Data
mengenai tidak terserapnya tenaga kerja dengan maksimal di tengah kualitas
pertumbuhan ekonomi yang dinilai stabil ternyata cukup mengejutkan. Data
tersebut dipaparkan oleh Anggota Komisi XI DPR RI, Heri Gunawan dalam artikel
yang ditulis di laman resmi DPR (http://dpr.go.id/berita/detail/id/15112).
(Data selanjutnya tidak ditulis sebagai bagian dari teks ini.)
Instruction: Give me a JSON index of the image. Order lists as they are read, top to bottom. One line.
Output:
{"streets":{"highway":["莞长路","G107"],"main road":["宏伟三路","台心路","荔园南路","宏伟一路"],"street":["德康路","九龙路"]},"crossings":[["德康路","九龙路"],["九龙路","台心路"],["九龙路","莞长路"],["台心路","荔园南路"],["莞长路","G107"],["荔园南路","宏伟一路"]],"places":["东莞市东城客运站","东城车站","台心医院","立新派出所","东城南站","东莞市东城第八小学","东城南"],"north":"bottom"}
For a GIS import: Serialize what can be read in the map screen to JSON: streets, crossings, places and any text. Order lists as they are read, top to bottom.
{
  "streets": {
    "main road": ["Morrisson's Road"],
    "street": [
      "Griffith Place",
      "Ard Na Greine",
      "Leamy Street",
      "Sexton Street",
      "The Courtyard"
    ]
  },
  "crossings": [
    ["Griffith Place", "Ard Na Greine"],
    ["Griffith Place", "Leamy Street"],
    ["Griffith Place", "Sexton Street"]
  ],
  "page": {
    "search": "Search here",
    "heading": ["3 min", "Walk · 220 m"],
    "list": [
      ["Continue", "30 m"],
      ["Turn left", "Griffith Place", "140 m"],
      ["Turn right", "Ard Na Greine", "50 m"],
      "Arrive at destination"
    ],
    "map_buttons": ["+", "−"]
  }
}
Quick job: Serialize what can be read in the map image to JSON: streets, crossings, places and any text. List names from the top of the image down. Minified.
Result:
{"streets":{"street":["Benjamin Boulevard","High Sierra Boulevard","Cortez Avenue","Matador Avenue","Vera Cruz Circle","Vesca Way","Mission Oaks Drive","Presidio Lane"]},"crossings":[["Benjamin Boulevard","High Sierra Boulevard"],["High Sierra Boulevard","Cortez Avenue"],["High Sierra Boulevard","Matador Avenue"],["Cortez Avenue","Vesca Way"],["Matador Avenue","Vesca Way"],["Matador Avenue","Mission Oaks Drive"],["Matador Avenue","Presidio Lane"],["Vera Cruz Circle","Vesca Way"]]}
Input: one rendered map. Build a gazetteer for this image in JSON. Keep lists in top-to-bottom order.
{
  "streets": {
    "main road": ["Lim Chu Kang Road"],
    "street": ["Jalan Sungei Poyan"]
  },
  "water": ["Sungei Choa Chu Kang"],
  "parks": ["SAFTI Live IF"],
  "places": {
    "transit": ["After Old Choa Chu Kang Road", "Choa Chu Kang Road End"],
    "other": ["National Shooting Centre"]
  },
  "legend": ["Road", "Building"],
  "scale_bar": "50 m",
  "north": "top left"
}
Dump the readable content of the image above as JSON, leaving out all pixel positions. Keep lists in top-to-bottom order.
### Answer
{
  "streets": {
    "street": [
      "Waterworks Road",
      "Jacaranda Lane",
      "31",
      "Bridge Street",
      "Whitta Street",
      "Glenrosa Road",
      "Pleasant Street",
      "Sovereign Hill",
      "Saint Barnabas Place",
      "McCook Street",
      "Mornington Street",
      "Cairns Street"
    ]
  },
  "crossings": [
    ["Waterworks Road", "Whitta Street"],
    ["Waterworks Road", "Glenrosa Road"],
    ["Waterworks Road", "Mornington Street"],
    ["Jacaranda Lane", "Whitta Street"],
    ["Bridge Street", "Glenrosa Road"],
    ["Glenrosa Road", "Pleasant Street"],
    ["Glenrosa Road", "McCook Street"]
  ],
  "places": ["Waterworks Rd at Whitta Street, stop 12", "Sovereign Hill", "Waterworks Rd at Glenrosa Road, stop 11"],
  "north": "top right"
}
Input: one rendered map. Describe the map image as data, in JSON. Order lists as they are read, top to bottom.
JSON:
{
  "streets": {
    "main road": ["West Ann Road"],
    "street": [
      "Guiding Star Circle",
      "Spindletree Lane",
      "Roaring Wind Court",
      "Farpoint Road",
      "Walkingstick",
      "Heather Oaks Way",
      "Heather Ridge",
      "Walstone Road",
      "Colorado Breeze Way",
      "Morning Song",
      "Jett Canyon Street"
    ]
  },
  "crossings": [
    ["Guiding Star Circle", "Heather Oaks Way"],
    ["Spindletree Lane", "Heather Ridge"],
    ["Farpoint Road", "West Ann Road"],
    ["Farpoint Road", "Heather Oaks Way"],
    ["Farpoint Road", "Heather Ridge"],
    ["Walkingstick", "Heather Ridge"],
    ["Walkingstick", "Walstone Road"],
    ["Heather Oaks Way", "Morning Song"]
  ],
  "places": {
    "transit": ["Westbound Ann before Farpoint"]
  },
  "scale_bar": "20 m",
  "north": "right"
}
Mantan
Wakil Ketua Komisi tersebut mengatakan bahwa presentase pekerja masih
didominasi oleh pekerja dengan pendidikan rendah, yaitu sebesar 60,24%. Disusul
pekerja dengan pekerja dengan pendidikan menengah sebesar 27,24%, dan terakhir
pekerja dengan pendidikan tinggi sebesar 12,24%.
Data
di atas menunjukkan fakta menarik bahwa 50% jumlah penduduk masih bekerja di
sektor informal. Heri menambahkan, “Ironisnya, sektor tersebut juga mulai
dimasuki oleh tenaga kerja asing asal Tiongkok yang ilegal”. Tingkat penyerapan
tenaga kerja industri juga mengalami penurunan dari 15,97 juta pada bulan
Februari menjadi 15,54 pada bulan Agustus. Ditambah lagi invasi tenaga kerja
asing yang mungkin akan terus berdatangan ke Indonesia dan persaingan Sumber Daya
Manusia (SDM) di era Masyarakat Ekonomi
Asean (MEA) menjadi ancaman serius bagi calon tenaga kerja.
Salah
satu penyebab banyaknya pengangguran bagi mereka yang berpendidikan tinggi
yaitu tidak adanya lapangan pekerjaan yang sesuai dengan jurusan yang mereka
pilih selama kuliah. Banyak jurusan-jurusan yang disediakan oleh universitas di
Indonesia, namun dalam kenyataannya, di dunia kerja malah tidak tersedia. Alhasil
ilmu yang dipelajari selama kuliah justru tidak bisa dipraktekkan di dunia
kerja. Tidak jarang dari mereka justru bekerja di bidang yang berbeda dari apa
yang mereka pelajari di bangku kuliah. Hal semacam ini sering dijumpai di
industri bank yang kerap membuka lowongan untuk semua jurusan.
Selain
itu, idealisme dan sifat pilih-pilih juga masih menjadi karakter yang dominan
bagi para lulusan baru di negeri ini. Sifat memilih-milih pekerjaan memang tidak
salah, karena memang kenyataannya para pencari kerja selalu disuguhkan pada posisi
yang tidak jauh-jauh dari sales dan marketing. Bagi mereka yang lulusan SMP
kebawah tidak mempersoalkan posisi tersebut karena mereka cenderung mau
menerima pekerjaan apapun, sedangkan situasi berbeda bagi mereka lulusan
perguruan tinggi, yang cenderung mencari pekerjaan yang lebih sesuai.
Persoalan
lainnya adalah adanya mindset yang
telah berlaku secara umum di masyarakat tentang pekerjaan tertentu. Contoh, Mindset tentang pekerjaan sales yang selalu identik dengan pekerjaan
door to door. Kemudian mimpi bekerja
di perusahaan besar yang bergengsi dengan posisi yang menjanjikan jenjang karir
masih menjadi patokan kesuksesan banyak orang. Mindset inilah yang harus diubah agar tidak semakin banyak lagi
pengangguran terdidik.
Beberapa
persoalan di atas bukan hanya menjadi tugas pemerintah, melainkan tugas semua warga
negara dalam memerangi pengangguran yang semakin lama semakin memprihatinkan. Persoalan
minimnya lapangan kerja meenjadi persoalan serius yang harus diselesaikan
bersama, oleh karena itu perlu adanya kerjasama dari berbagai pihak baik dari
lembaga penyedia tenaga kerja, perusahaan dan industri, serta pemerintah. Seperti
yang tertuang dalam Pasal 27 Ayat 2 UUD 1945, “Tiap-tiap warga negara berhak
atas pekerjaan dan penghidupan yang layak bagi kemanusiaan”.